CDC officials were onboard the earlier test cruises, as Royal Caribbean executives described working together with them on "tabletop exercises". Cruise Critic reached out to the CDC to see why they declined to join the Allure of the Seas sailing.
"CDC does inspect cruise ships during both simulated voyages; however, the inspectors do not attend every voyage," an agency spokesperson said in an email. "Cruise ship operators submit an after-action report with lessons learned from the simulated voyage for CDC to review prior to granting COVID-19 Conditional Sailing Certificate."
A Royal Caribbean executive told us that it didn't matter if the CDC was actually onboard or not -- the line wanted to do a simulated cruise for most of the ships coming back anyway, so the crew could get familiar with new protocols. Before COVID-19, these sailing were called "shakedown cruises," and were usually a way for the ship's crew to identify potential problems and bottlenecks.
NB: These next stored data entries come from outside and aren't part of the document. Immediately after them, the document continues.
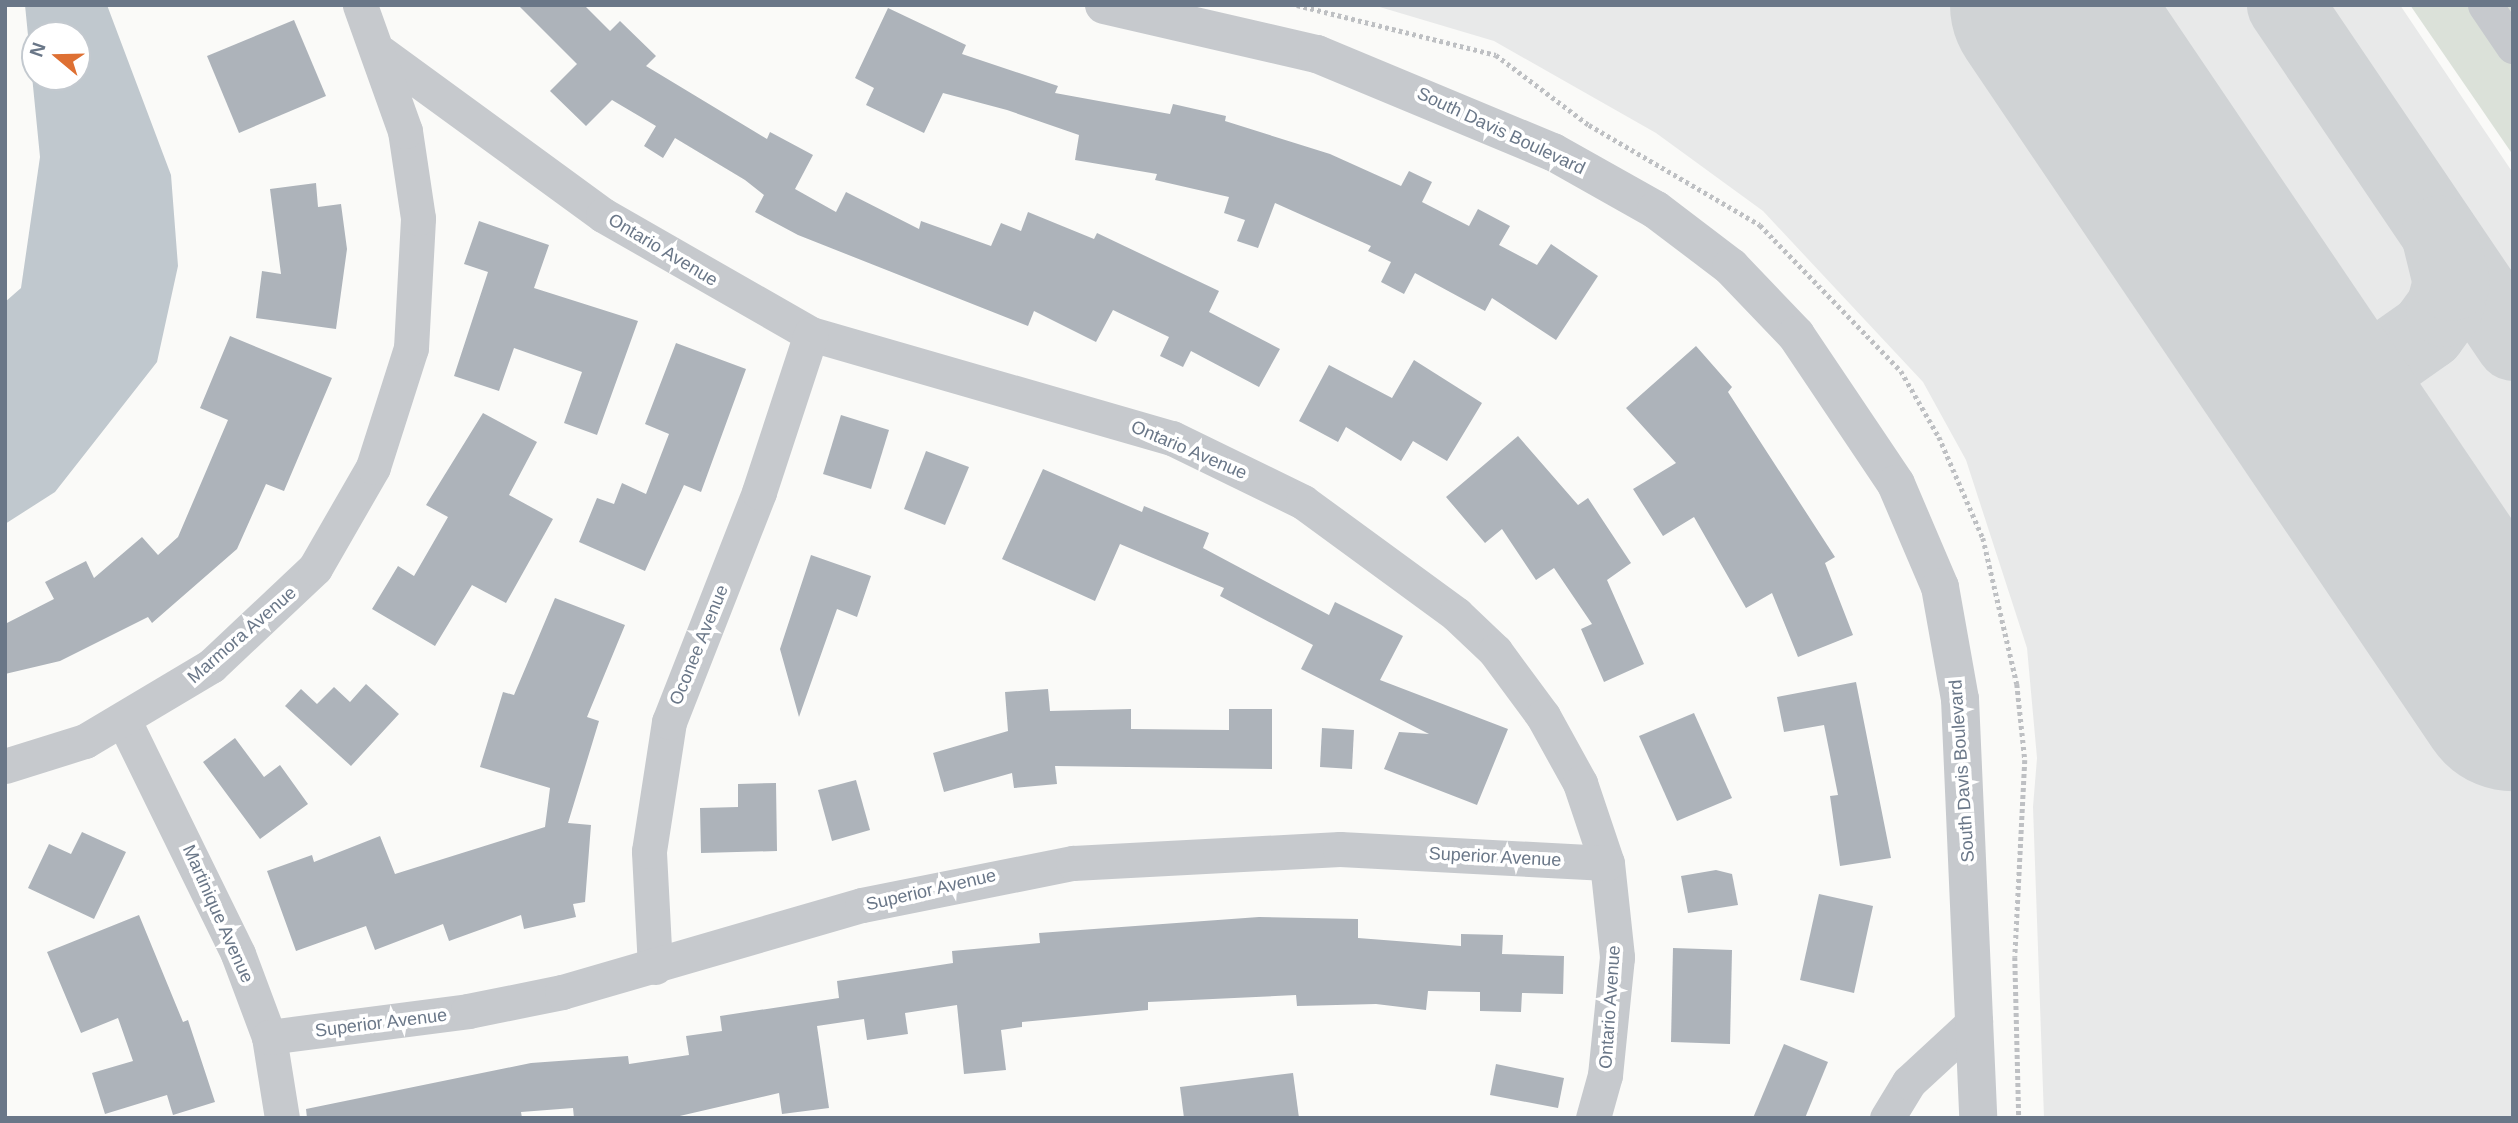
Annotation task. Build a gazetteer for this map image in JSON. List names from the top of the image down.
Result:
{
  "streets": {
    "street": [
      "South Davis Boulevard",
      "Ontario Avenue",
      "Marmora Avenue",
      "Oconee Avenue",
      "Superior Avenue",
      "Martinique Avenue"
    ]
  },
  "crossings": [
    ["Ontario Avenue", "Marmora Avenue"],
    ["Ontario Avenue", "Oconee Avenue"],
    ["Ontario Avenue", "Superior Avenue"],
    ["Marmora Avenue", "Martinique Avenue"],
    ["Oconee Avenue", "Superior Avenue"],
    ["Superior Avenue", "Martinique Avenue"]
  ],
  "north": "left"
}
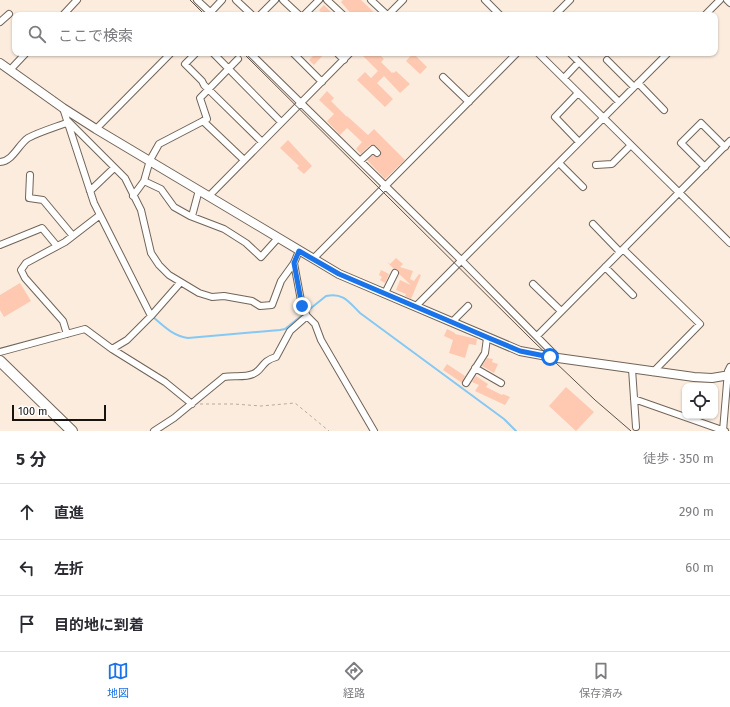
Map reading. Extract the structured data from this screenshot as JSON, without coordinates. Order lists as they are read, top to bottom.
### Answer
{
  "scale_bar": "100 m",
  "page": {
    "search": "ここで検索",
    "scale": "100 m",
    "heading": ["5 分", "徒歩 · 350 m"],
    "list": [
      ["直進", "290 m"],
      ["左折", "60 m"],
      "目的地に到着"
    ],
    "nav": ["地図", "経路", "保存済み"]
  }
}
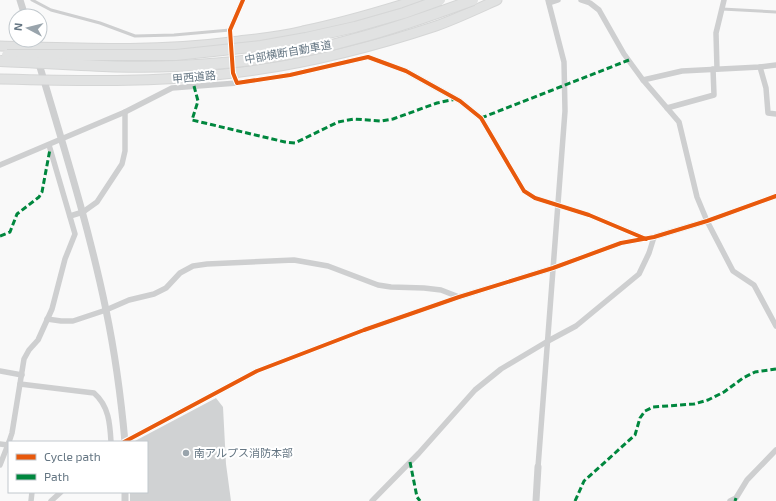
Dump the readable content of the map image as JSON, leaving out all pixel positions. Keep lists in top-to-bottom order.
{
  "streets": {
    "highway": ["中部横断自動車道", "甲西道路"]
  },
  "places": ["南アルプス消防本部"],
  "legend": ["Cycle path", "Path"],
  "north": "left"
}
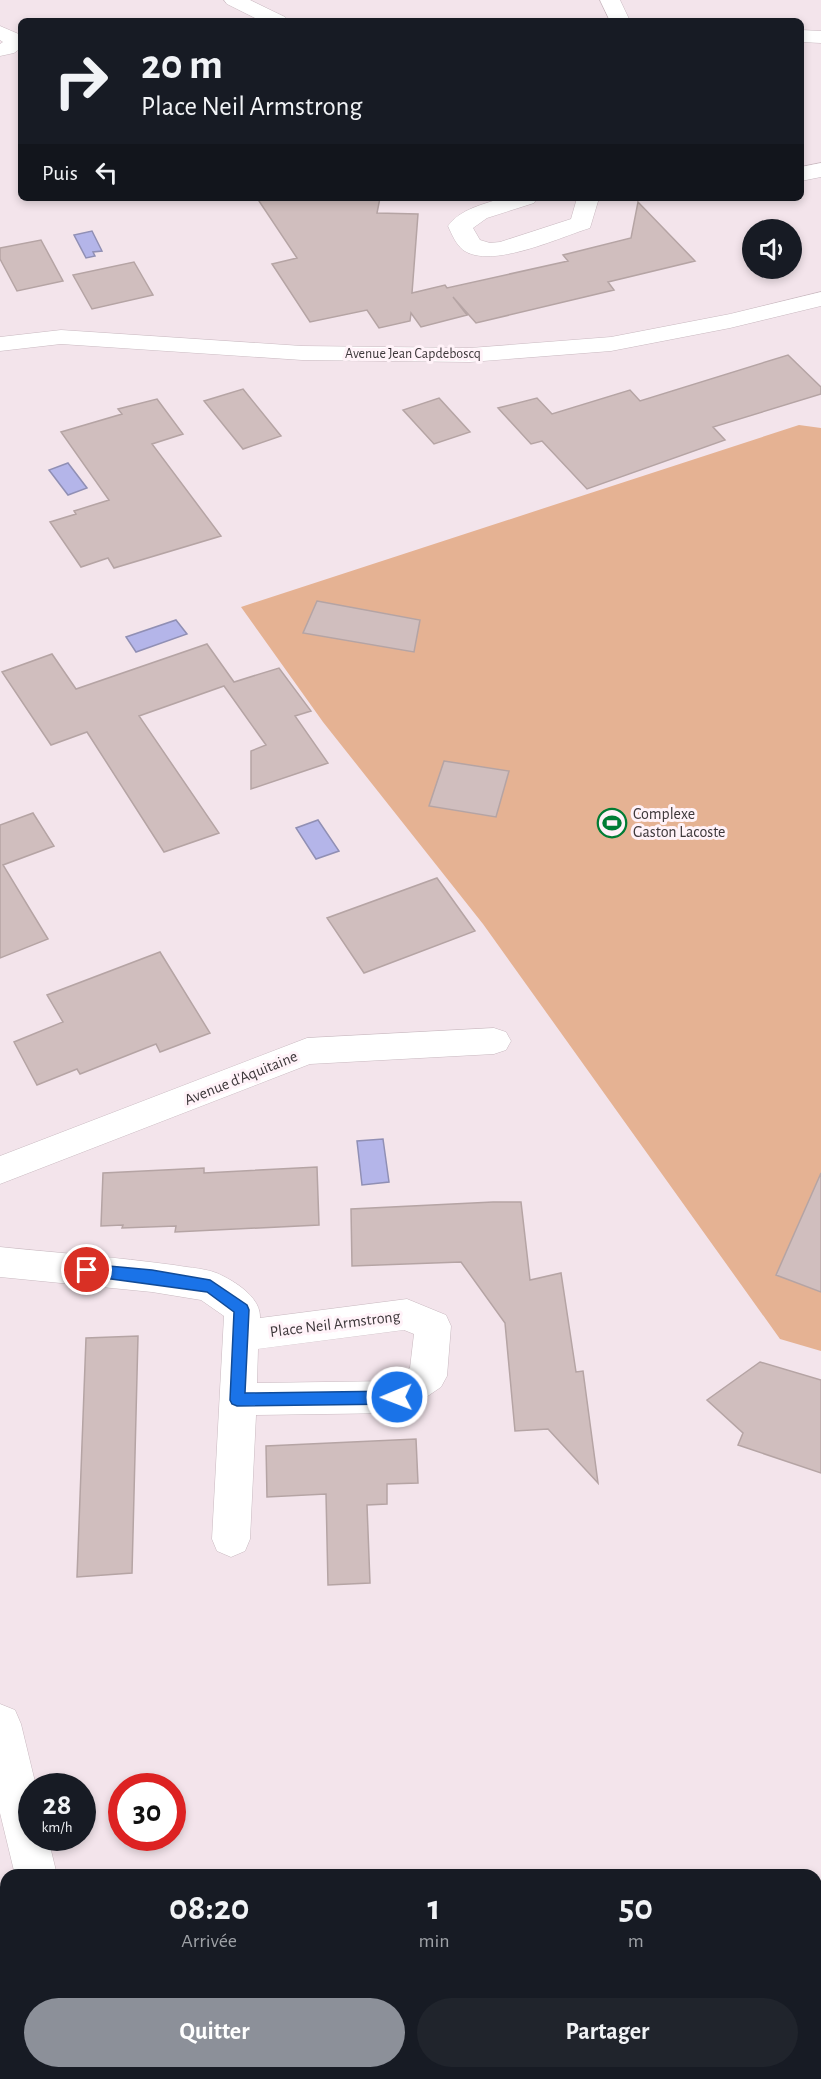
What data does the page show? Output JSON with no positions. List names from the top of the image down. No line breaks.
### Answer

On Allure of the Seas, we've had extraordinary service -- and also seen a lot of bored crew members. With so few people, some dining venues are empty. As on other Royal Caribbean ships, the Windjammer buffet is only serving breakfast and lunch at this time, remaining closed for dinner. The shipboad photographers, in particular, seemed at loose ends. You almost had to swat them away as you walked through the Promenade.
Royal Caribbean has also hired health consulting firms to help them with the restart -- United States Behavioral Health and DNV Healthcare. Data has been important to the line as the ships have restarted. I was sent a survey about the new e-muster process where I was gently quizzed on how much information I had retained (I was happy to get a perfect score). The line is also monitoring customer satisfaction with its new protocols.
So, while the test cruise was lacking in the passenger participatory protocol-testing action that I wanted, there's a lot going on behind the scenes. If you're on a simulated sailing, the main test you'll have is whether or not you'll have a good time. Chances are the ship will pass with flying colors.